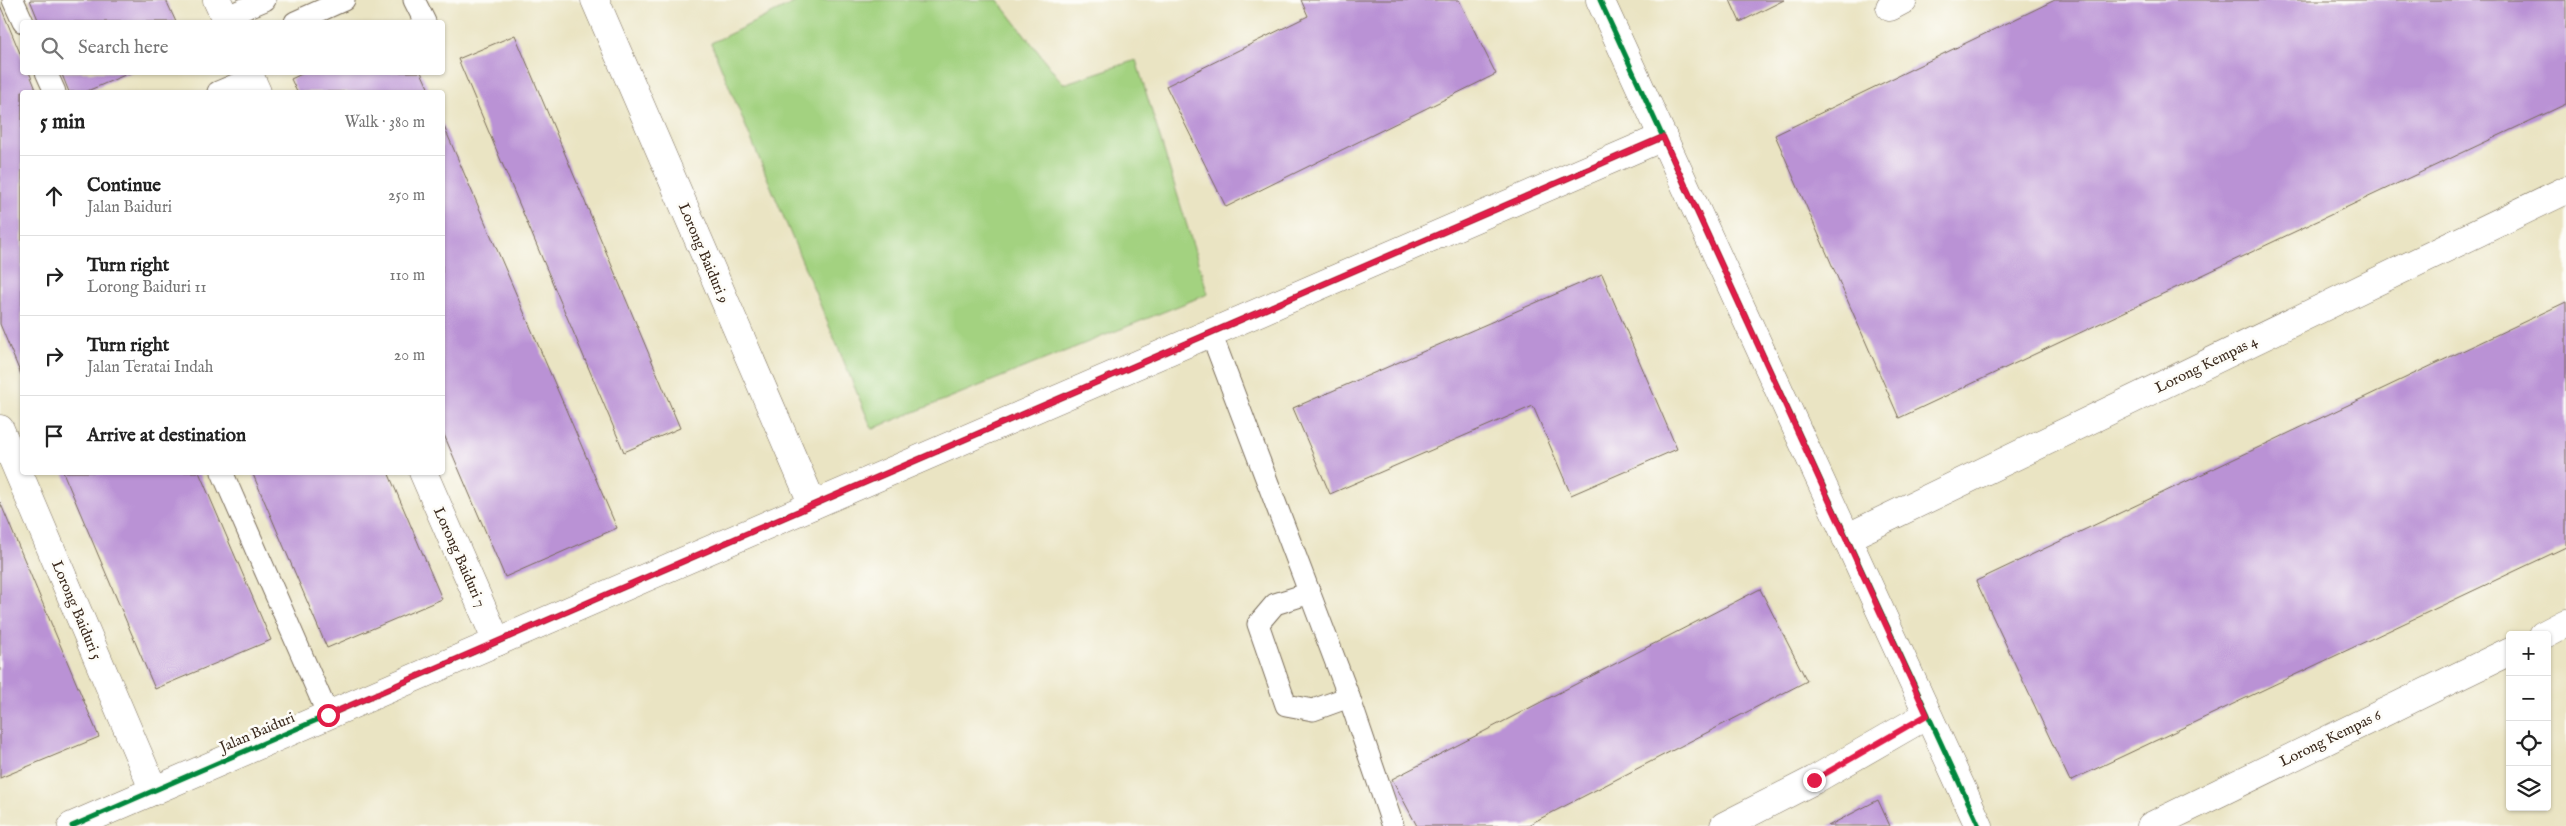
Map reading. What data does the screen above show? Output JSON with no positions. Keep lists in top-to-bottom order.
{
  "streets": {
    "street": [
      "Lorong Baiduri 9",
      "Lorong Kempas 4",
      "Lorong Baiduri 7",
      "Lorong Baiduri 5",
      "Jalan Baiduri",
      "Lorong Kempas 6"
    ]
  },
  "crossings": [
    ["Lorong Baiduri 9", "Jalan Baiduri"],
    ["Lorong Baiduri 7", "Jalan Baiduri"],
    ["Lorong Baiduri 5", "Jalan Baiduri"]
  ],
  "page": {
    "search": "Search here",
    "heading": ["5 min", "Walk · 380 m"],
    "list": [
      ["Continue", "Jalan Baiduri", "250 m"],
      ["Turn right", "Lorong Baiduri 11", "110 m"],
      ["Turn right", "Jalan Teratai Indah", "20 m"],
      "Arrive at destination"
    ],
    "map_buttons": ["+", "−"]
  }
}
● ● ● ●
**The problem:**
Please, without any pictures, retype the records exactly as they appear.

**Answer section:**
Map reading. What data does the screen above show? Output JSON with no positions. Keep lists in top-to-bottom order.
{
  "streets": {
    "street": [
      "Lorong Baiduri 9",
      "Lorong Kempas 4",
      "Lorong Baiduri 7",
      "Lorong Baiduri 5",
      "Jalan Baiduri",
      "Lorong Kempas 6"
    ]
  },
  "crossings": [
    ["Lorong Baiduri 9", "Jalan Baiduri"],
    ["Lorong Baiduri 7", "Jalan Baiduri"],
    ["Lorong Baiduri 5", "Jalan Baiduri"]
  ],
  "page": {
    "search": "Search here",
    "heading": ["5 min", "Walk · 380 m"],
    "list": [
      ["Continue", "Jalan Baiduri", "250 m"],
      ["Turn right", "Lorong Baiduri 11", "110 m"],
      ["Turn right", "Jalan Teratai Indah", "20 m"],
      "Arrive at destination"
    ],
    "map_buttons": ["+", "−"]
  }
}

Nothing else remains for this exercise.